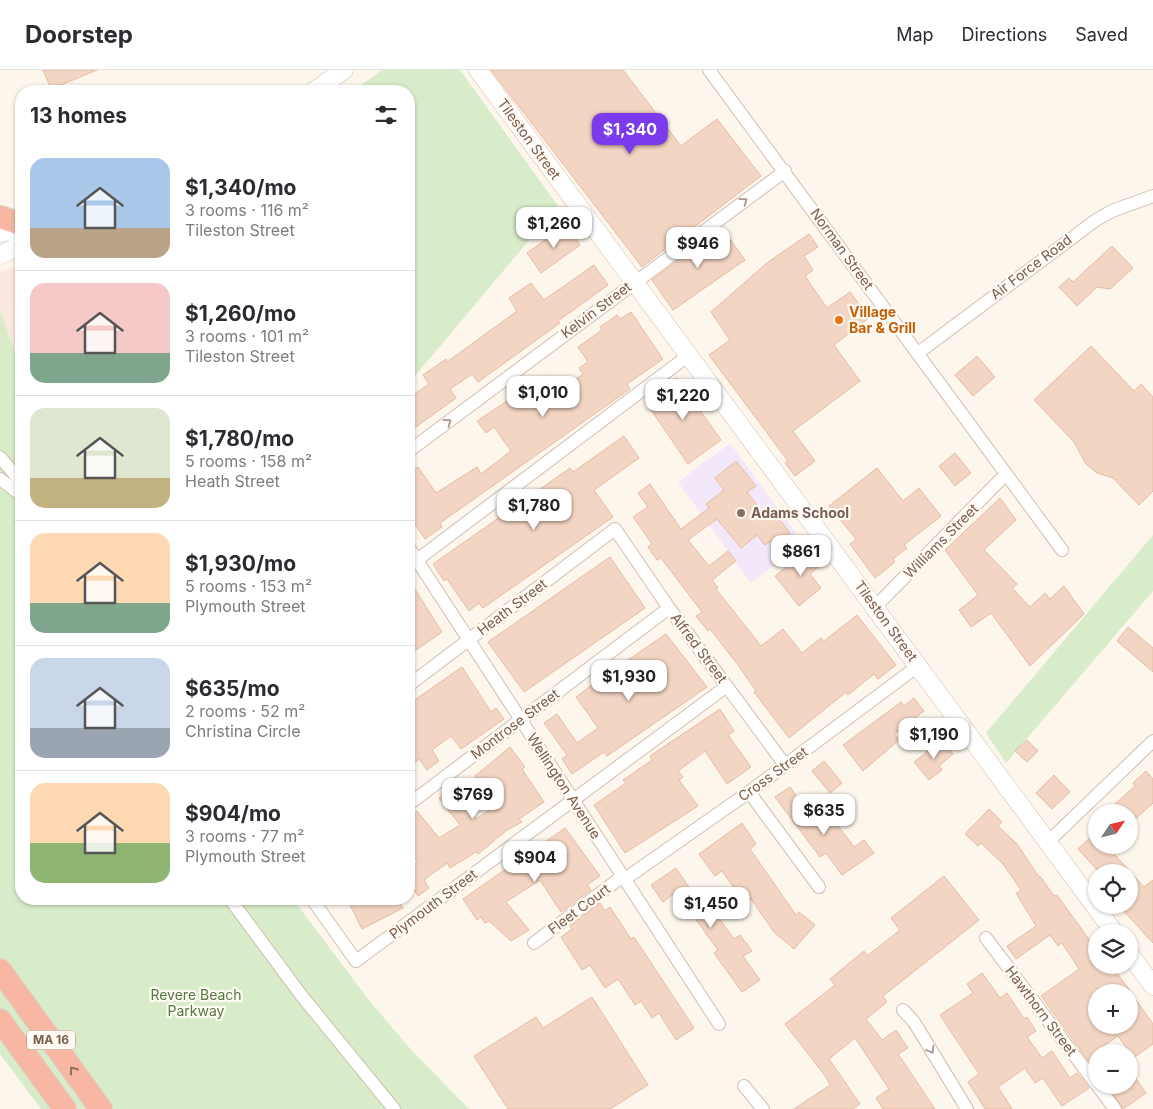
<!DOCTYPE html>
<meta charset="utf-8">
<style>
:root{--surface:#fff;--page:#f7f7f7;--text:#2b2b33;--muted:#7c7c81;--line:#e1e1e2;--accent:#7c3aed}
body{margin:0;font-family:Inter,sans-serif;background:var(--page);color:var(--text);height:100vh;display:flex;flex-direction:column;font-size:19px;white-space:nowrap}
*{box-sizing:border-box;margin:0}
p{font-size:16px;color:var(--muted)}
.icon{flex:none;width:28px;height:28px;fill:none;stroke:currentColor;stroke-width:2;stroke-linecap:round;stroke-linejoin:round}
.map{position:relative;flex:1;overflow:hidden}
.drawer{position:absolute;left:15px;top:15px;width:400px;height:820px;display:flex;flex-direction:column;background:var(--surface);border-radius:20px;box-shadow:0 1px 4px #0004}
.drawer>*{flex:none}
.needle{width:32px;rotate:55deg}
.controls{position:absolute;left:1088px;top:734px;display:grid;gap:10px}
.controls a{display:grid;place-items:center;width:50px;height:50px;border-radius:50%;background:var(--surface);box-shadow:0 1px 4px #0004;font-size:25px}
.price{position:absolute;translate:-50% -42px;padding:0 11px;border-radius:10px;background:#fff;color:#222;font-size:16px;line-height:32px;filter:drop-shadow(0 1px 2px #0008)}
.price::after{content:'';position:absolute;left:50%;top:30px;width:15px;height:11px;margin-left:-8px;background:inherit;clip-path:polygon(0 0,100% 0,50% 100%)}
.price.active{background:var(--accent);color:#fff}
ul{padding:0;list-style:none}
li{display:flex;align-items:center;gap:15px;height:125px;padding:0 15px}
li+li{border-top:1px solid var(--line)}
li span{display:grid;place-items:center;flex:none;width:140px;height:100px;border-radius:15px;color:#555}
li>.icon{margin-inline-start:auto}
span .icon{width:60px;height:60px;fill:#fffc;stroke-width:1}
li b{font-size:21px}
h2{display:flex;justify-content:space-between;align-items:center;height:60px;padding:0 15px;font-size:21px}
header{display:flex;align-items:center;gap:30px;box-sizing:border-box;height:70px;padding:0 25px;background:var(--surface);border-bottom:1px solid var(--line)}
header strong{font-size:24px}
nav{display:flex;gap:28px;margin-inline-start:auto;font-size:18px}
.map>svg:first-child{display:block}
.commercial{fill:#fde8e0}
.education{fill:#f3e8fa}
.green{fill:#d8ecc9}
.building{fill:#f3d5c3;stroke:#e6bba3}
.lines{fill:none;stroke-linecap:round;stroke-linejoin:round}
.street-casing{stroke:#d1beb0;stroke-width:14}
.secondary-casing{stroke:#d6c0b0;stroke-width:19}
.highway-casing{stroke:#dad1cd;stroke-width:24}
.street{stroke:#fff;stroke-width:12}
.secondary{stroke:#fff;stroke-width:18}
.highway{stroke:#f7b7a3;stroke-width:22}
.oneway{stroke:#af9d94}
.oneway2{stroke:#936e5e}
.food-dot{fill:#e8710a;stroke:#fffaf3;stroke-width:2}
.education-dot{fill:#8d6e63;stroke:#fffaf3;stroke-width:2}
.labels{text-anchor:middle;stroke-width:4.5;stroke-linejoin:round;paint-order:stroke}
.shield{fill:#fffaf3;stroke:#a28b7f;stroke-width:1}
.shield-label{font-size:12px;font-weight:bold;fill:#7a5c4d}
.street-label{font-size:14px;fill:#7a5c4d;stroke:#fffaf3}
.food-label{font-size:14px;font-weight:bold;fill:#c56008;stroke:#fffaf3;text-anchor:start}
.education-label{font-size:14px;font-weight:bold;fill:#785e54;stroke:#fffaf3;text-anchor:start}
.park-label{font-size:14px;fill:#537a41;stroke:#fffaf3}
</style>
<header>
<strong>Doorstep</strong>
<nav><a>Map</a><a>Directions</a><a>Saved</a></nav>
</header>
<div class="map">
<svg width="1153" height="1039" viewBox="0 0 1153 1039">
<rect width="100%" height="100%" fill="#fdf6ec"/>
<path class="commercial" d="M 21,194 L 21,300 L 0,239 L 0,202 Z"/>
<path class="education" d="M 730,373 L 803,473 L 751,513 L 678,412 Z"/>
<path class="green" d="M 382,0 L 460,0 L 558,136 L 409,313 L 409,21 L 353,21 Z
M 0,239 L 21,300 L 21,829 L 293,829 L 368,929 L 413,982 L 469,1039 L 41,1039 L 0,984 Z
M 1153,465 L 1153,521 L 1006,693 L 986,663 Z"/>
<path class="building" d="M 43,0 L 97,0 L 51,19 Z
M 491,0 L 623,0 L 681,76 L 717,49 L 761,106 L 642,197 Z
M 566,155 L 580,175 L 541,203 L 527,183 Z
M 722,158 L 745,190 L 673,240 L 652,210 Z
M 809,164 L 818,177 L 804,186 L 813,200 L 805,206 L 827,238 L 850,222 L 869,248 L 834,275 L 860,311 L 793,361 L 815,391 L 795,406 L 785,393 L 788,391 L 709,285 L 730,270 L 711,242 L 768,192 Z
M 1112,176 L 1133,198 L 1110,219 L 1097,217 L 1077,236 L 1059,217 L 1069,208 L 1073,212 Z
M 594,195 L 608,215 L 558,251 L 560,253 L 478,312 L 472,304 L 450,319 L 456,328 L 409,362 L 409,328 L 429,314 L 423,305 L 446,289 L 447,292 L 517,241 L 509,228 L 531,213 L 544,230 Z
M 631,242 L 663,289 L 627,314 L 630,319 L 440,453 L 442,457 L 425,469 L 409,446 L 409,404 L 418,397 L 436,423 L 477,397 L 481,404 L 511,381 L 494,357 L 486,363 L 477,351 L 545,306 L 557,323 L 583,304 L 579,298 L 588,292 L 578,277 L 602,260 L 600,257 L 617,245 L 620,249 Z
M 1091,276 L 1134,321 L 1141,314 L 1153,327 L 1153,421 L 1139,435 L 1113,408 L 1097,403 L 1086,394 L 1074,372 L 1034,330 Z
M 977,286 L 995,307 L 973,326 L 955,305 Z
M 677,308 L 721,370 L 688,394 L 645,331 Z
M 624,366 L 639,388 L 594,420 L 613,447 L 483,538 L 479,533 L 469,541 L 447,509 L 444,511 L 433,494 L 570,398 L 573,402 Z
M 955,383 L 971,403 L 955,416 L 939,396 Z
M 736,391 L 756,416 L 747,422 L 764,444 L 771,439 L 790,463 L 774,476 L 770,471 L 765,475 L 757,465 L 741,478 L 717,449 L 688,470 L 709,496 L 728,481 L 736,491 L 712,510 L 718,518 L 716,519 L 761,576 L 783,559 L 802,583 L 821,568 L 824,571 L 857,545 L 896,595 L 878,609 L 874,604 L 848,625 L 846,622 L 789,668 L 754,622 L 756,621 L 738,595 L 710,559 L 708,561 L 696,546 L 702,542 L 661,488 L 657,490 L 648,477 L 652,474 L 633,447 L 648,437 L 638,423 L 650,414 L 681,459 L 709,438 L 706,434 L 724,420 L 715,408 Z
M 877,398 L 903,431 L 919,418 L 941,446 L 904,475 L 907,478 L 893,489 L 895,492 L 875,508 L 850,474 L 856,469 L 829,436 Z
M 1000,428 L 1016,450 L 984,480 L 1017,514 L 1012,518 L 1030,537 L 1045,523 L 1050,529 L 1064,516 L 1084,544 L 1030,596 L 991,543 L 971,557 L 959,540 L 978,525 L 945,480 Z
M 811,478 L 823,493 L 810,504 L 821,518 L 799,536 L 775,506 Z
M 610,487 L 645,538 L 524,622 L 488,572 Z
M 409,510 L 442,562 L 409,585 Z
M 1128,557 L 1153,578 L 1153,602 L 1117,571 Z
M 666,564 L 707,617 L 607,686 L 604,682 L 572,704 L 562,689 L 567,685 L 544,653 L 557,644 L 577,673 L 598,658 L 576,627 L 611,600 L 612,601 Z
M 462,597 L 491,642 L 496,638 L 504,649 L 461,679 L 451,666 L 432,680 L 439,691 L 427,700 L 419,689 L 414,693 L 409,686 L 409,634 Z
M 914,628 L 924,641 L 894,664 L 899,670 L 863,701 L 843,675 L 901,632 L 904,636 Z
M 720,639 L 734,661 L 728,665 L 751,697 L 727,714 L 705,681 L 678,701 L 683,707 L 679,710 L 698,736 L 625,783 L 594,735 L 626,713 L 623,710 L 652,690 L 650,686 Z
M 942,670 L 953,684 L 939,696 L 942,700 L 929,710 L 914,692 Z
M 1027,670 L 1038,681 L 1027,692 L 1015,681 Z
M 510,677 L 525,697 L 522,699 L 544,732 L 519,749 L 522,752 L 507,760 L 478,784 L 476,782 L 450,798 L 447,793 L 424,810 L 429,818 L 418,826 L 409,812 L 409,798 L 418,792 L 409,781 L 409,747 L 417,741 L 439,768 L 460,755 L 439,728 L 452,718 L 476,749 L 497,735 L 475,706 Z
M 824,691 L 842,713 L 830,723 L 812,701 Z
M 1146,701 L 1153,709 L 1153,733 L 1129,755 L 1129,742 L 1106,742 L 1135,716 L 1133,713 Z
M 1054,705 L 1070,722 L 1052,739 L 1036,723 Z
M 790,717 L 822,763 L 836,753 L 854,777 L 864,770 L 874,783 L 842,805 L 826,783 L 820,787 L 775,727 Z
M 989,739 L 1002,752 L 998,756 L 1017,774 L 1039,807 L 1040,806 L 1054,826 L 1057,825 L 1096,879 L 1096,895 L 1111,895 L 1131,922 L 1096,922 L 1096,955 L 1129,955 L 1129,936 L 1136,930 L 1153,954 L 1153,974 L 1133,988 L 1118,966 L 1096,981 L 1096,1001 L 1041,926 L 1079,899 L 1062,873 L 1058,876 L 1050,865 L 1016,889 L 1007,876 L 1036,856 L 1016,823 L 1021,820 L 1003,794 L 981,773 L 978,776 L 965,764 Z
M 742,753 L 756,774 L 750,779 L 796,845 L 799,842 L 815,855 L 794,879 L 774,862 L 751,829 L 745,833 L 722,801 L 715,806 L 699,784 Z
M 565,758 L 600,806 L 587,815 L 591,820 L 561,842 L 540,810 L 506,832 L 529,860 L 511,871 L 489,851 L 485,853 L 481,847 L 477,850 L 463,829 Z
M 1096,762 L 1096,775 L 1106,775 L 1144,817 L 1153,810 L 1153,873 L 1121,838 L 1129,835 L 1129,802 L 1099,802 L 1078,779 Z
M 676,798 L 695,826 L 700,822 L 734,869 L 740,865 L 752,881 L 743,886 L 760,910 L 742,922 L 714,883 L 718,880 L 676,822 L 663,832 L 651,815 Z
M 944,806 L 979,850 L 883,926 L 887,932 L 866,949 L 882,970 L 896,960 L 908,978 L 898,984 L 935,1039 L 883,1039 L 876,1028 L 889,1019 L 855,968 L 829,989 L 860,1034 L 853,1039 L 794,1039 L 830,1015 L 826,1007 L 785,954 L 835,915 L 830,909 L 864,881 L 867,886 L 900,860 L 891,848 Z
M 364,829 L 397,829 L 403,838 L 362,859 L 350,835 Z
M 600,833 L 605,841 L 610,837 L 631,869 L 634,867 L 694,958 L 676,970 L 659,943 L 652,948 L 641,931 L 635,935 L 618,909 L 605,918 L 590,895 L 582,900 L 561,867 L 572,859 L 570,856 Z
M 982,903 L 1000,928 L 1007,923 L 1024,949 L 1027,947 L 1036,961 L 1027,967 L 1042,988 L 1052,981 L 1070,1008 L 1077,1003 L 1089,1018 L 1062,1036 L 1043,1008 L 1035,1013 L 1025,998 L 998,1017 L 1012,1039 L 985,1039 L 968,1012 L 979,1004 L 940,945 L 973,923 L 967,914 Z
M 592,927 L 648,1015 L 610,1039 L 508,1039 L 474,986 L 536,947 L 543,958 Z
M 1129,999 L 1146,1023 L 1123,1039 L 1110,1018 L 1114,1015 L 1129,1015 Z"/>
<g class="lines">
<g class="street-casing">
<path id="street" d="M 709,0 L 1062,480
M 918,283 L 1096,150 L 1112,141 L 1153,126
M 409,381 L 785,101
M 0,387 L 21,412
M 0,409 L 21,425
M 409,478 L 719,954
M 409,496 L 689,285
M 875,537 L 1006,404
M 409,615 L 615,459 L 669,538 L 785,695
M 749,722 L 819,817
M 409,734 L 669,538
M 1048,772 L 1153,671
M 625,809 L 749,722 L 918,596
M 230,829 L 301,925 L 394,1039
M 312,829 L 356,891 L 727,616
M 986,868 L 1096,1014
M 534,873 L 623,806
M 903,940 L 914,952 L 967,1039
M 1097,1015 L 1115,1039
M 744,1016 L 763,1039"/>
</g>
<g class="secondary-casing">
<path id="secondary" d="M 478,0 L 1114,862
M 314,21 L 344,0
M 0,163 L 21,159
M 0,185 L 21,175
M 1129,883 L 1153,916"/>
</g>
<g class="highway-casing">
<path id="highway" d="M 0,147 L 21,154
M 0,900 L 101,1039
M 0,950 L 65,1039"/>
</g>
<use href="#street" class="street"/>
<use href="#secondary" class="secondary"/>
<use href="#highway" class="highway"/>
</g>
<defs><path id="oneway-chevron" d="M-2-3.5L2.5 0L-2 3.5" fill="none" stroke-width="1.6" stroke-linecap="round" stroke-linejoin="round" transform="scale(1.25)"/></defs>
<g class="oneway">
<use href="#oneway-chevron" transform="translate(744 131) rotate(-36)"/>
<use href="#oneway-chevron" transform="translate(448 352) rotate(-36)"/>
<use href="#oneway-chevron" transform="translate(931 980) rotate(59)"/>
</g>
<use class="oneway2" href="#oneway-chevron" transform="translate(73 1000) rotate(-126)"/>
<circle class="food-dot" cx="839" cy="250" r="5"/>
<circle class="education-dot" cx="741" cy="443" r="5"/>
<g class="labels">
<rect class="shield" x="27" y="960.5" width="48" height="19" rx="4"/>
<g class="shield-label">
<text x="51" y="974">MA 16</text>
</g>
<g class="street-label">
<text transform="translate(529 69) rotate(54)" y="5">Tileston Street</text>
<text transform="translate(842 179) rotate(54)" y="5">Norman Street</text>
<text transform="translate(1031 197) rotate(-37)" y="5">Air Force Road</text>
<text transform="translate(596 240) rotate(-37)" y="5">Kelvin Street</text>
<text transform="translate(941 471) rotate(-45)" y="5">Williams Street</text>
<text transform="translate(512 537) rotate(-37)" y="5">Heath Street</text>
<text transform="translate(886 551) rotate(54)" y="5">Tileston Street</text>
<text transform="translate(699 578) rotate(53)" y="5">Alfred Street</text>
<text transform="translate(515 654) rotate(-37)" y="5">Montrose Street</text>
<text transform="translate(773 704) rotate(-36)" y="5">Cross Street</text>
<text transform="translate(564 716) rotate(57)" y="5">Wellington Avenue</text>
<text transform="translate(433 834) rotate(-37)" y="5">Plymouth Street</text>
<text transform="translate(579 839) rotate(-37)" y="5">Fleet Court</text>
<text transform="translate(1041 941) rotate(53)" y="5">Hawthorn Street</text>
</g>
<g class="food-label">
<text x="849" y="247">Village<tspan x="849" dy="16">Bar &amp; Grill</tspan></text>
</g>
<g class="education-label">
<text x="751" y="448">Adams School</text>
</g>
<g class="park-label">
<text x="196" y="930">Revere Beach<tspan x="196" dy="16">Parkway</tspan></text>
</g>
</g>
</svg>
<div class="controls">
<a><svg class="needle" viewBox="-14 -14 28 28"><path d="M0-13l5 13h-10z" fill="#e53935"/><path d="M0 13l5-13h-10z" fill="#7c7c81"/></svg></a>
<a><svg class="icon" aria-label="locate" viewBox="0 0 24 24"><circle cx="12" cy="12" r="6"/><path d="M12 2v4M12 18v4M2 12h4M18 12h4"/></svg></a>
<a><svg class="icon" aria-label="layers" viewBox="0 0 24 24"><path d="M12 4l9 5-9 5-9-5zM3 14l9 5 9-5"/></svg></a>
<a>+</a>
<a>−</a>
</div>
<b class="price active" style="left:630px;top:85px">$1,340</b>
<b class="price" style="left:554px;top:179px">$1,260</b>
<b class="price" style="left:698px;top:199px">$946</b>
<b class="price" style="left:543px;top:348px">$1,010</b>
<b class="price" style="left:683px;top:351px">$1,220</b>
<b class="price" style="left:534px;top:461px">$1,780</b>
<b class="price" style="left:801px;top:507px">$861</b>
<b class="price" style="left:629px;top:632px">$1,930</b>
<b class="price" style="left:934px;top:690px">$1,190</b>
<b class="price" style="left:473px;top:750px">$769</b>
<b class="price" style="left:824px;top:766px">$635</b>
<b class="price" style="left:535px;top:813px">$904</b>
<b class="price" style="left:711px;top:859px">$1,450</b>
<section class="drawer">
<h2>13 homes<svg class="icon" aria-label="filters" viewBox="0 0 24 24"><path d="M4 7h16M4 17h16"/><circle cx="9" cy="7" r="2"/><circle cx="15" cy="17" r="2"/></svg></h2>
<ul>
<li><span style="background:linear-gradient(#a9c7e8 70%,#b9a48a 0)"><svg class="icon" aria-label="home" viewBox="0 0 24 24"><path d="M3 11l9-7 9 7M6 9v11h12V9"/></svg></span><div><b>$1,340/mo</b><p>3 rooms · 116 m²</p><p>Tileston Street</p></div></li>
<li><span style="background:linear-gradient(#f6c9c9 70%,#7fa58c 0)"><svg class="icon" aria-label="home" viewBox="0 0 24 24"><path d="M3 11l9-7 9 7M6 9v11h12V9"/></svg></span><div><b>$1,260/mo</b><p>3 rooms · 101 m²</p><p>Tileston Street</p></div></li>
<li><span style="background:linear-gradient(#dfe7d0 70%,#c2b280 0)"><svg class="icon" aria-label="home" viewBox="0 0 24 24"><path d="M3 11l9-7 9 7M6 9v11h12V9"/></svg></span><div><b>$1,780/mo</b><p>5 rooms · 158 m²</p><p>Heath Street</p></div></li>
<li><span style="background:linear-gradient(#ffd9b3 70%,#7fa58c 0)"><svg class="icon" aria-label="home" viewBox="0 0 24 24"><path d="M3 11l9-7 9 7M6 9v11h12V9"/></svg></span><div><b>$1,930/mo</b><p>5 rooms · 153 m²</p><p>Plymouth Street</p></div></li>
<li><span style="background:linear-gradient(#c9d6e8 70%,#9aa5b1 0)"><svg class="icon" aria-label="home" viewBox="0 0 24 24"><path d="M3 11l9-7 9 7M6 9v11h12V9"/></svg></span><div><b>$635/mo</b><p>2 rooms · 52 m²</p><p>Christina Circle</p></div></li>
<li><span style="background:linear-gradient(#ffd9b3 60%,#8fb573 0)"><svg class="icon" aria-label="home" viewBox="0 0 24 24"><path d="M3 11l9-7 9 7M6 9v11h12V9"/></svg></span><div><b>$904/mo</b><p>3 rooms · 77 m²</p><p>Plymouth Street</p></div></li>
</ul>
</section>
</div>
• • • • • • •
Exercise aim » Scan the material above and copy every line that holds the string "lines".

Task response »
.lines{fill:none;stroke-linecap:round;stroke-linejoin:round}
<g class="lines">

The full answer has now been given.